La société Le Goff a relevé appel du jugement par déclaration au greffe de la cour du 9 juin 2022.

Aux termes de ses dernières conclusions notifiées et déposées le 21 décembre 2022, la société Le Goff demande à la Cour, au visa de l'article L. 442-6-1 5° (ancien) du code de commerce ainsi que des articles 699 et 700 du code de procédure civile :

1) d'infirmer le jugement en ce qu'il a :

- jugé que la rupture des relations commerciales entre les deux sociétés n'a pas été brutale,

- débouté la société Le Goff de toutes ses demandes, fins et conclusions tendant à la condamnation de la société Dujardin à lui payer 50.000 ' en réparation de son préjudice financier, outre les intérêts au taux légal à compter du courrier du 10 février 2020, 17.572 ' en réparation de ses préjudices annexes, outre les intérêts au taux légal à compter du 20 février 2020 et 20.000 ' au titre du débauchage fautif de M. [H],

- condamné la société Le Goff à payer à la société Dujardin 5.000 ' dans le cadre de l'article 700 du code de procédure civile,

- condamné la société Le Goff aux entiers dépens de l'instance,

- et plus généralement de tous chefs portant grief à la société Le Goff,

2) statuant à nouveau, de :

- juger que la société Dujardin a rompu brutalement les relations commerciales établies entre elle et la société Le Goff,

- juger que la société Dujardin engage en conséquence sa responsabilité délictuelle,

- condamner la société Dujardin à payer à la société Le Goff, en réparation de son préjudice financier :

à titre principal, la somme de 50.000 ', outre les intérêts au taux légal à compter du courrier du 10 février 2010, date de la première mise en demeure,

à titre subsidiaire, la somme de 39.568,96 ', augmentée des intérêts au taux légal à compter du 10 février 2020, date de la première mise en demeure,

- condamner la société Dujardin à payer à la société Le Goff la somme de 17.572 ' en réparation de ses préjudices annexes, outre les intérêts au taux légal à compter du 20 février 2020,

- condamner la société Dujardin à payer à la société Le Goff la somme de 20.000 ' au titre du débauchage fautif de M. [H],

- condamner la société Dujardin à payer à la société Le Goff 5.000 ' au titre du code de procédure civile pour ses frais irrépétibles de première instance,

- condamner la société Dujardin aux entiers dépens de première instance,

3) débouter la société Dujardin de l'ensemble de ses demandes et la condamner :

- aux entiers dépens de l'appel,

- à payer à la société Le Goff la somme de 5.500 ' au titre des frais irrépétibles exposés à hauteur d'appel.

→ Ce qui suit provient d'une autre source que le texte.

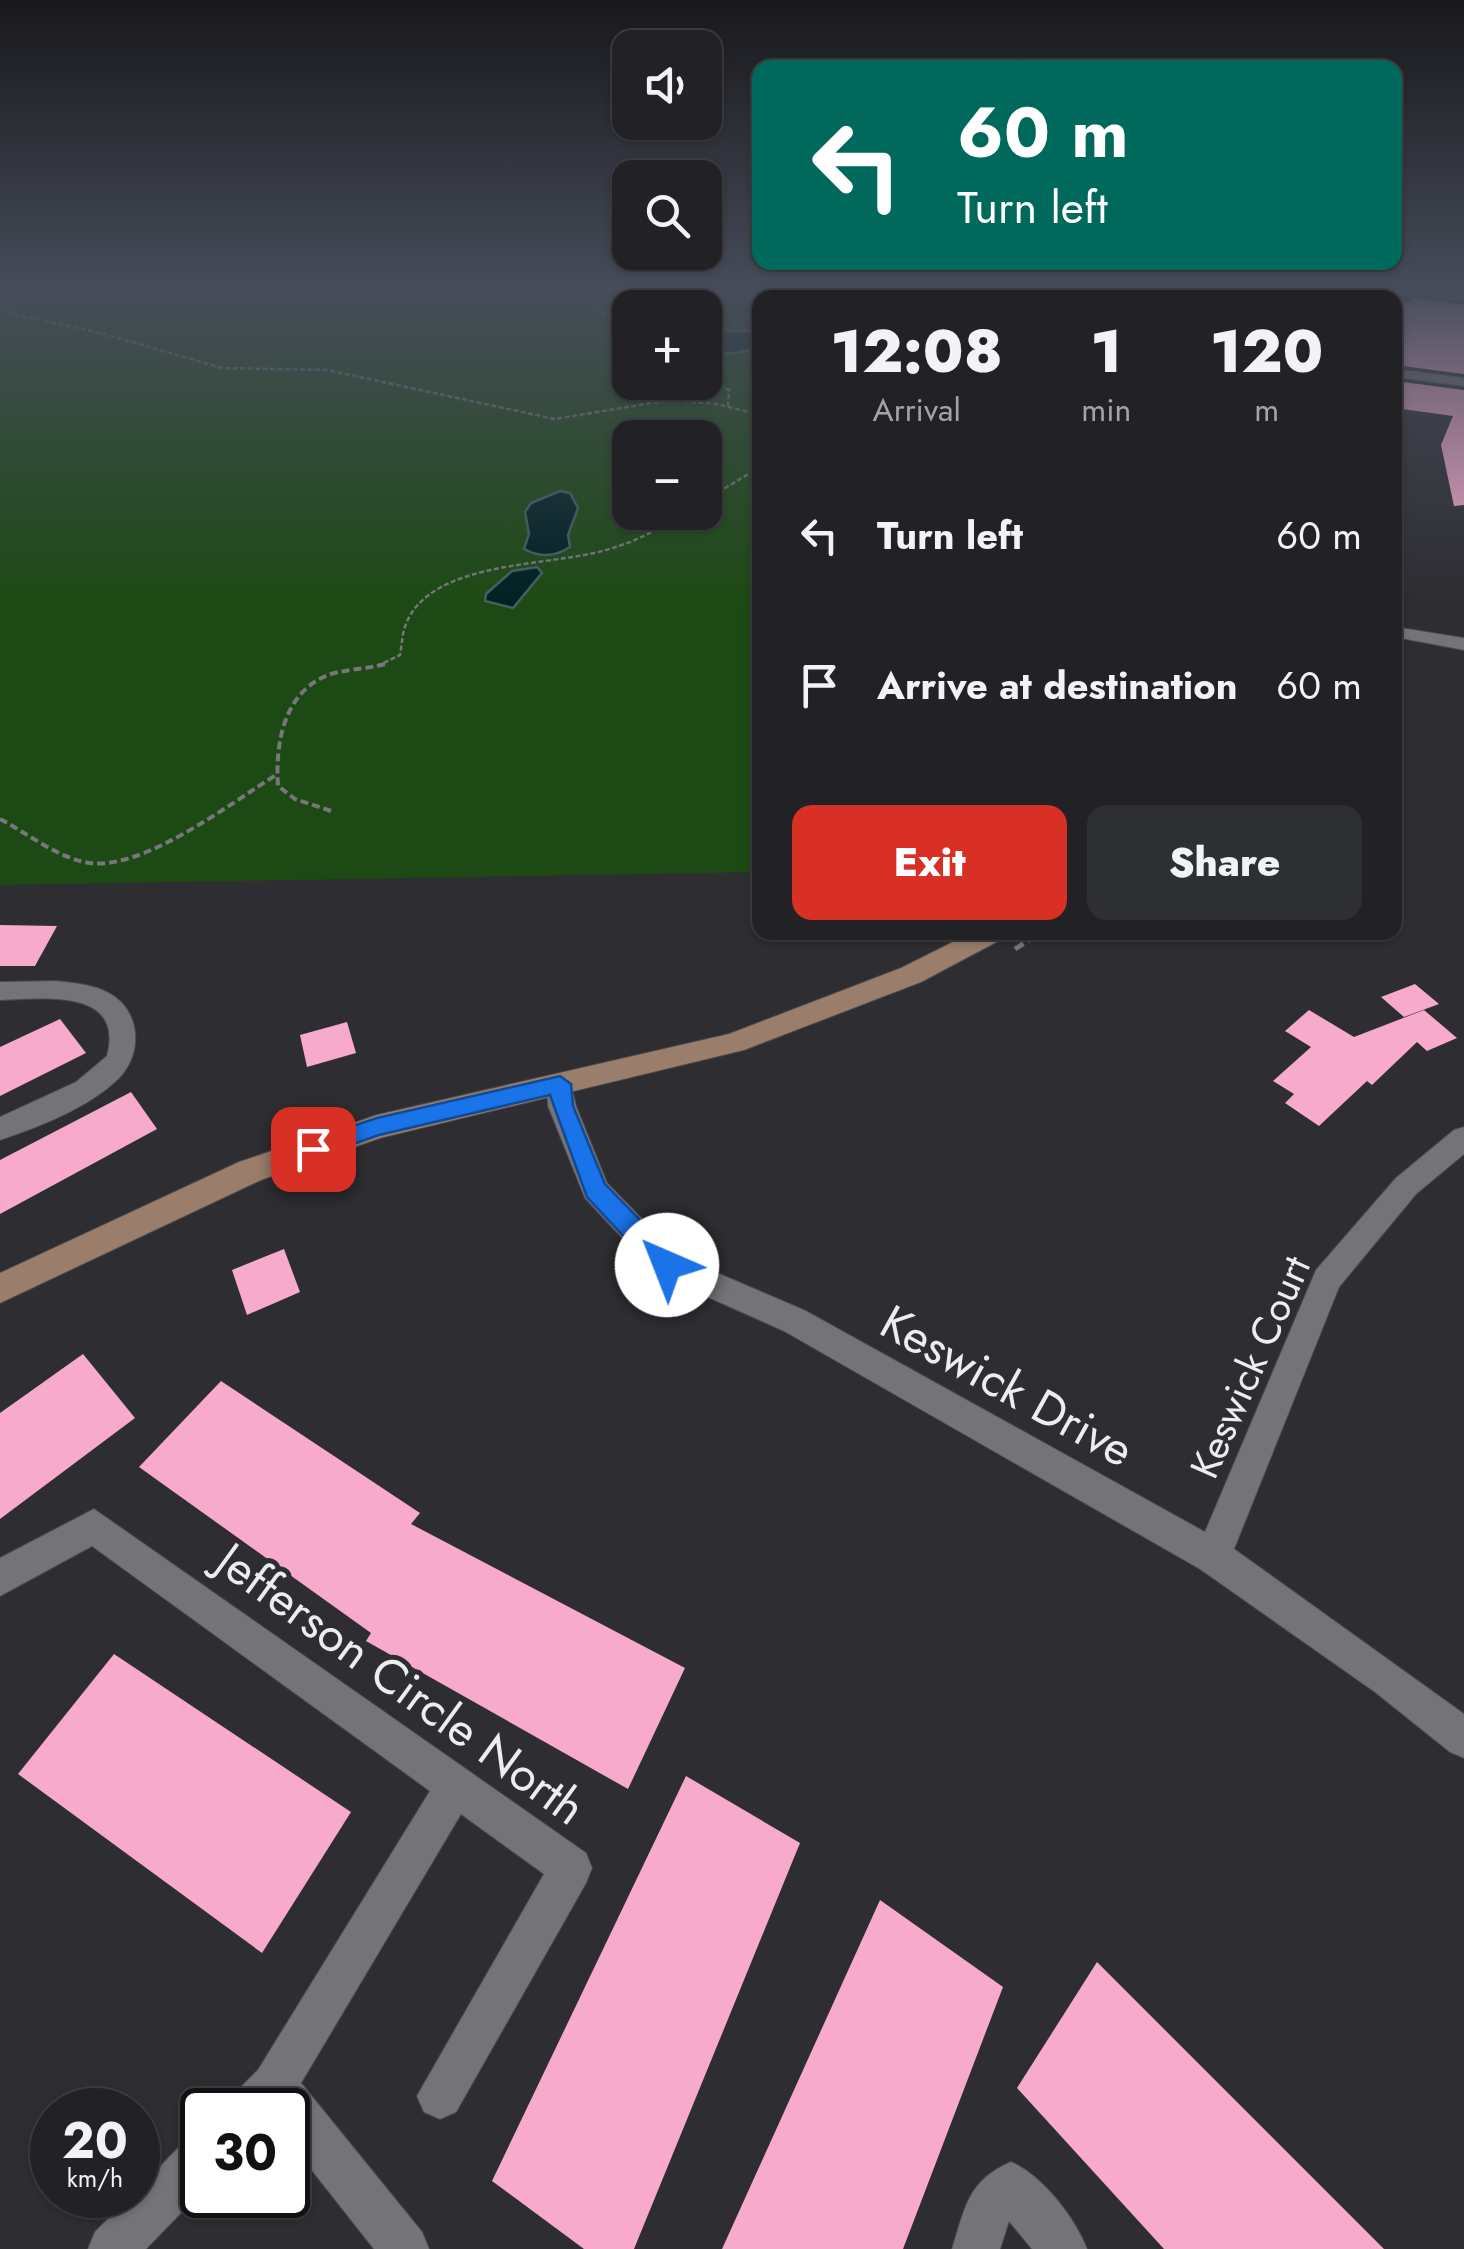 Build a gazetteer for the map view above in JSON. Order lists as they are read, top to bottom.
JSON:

Aux termes de ses dernières conclusions déposées et notifiées le 20 mars 2023, la société Dujardin demande à la Cour, au visa de l'article L. 442-6-1 5° du code de commerce :

1) d'infirmer le jugement en ce qu'il a jugé que la relation commerciale était établie et n'a pas retenu la faute de la société Le Goff,

2) statuant à nouveau, de :

- dire que la relation commerciale n'est pas établie au sens de l'article L. 442-6-1 5° du code de commerce,

- subsidiairement, dire que la société Le Goff a commis une faute grave justifiant la rupture sans préavis,

- à titre infiniment subsidiaire, dire que la société Le Goff ne peut prétendre à un préavis de 6 mois, que les préjudices invoqués ne sont pas justifiés et les rejeter,

3) pour le surplus, de confirmer le jugement :

- dire et juger que la rupture des relations commerciales n'a pas été brutale, que la relation entre les sociétés Dujardin et Le Goff n'est pas une relation commerciale établie et, en conséquence, que l'article L. 442-6-1 5° du code de commerce ne s'applique pas,

- rejeter l'ensemble des demandes, fins et conclusions de la société Le Goff,

4) condamner la société Le Goff aux entiers dépens et à lui payer la somme de 5.000 ' au titre de l'article 700 du code de procédure civile.

La clôture de l'instruction a été prononcée par ordonnance du 12 février 2025.

La Cour renvoie à la décision entreprise et aux conclusions susvisées pour un exposé détaillé du litige et des prétentions des parties conformément à l'article 455 du code de procédure civile.

*

* *

MOTIVATION

La rupture de la relation commerciale étant postérieure à l'entrée en vigueur de l'ordonnance 2019-359 du 24 avril 2019, le litige doit être tranché au regard de l'article L 442-1 II du code de commerce qui dispose :

"Engage la responsabilité de son auteur et l'oblige à réparer le préjudice causé le fait par toute personne exerçant des activités de production, de distribution ou de services, de rompre brutalement, même partiellement, une relation commerciale établie, en l'absence d'un préavis écrit qui tienne compte notamment de la durée de la relation commerciale, en référence aux usages du commerce ou aux accords interprofessionnels.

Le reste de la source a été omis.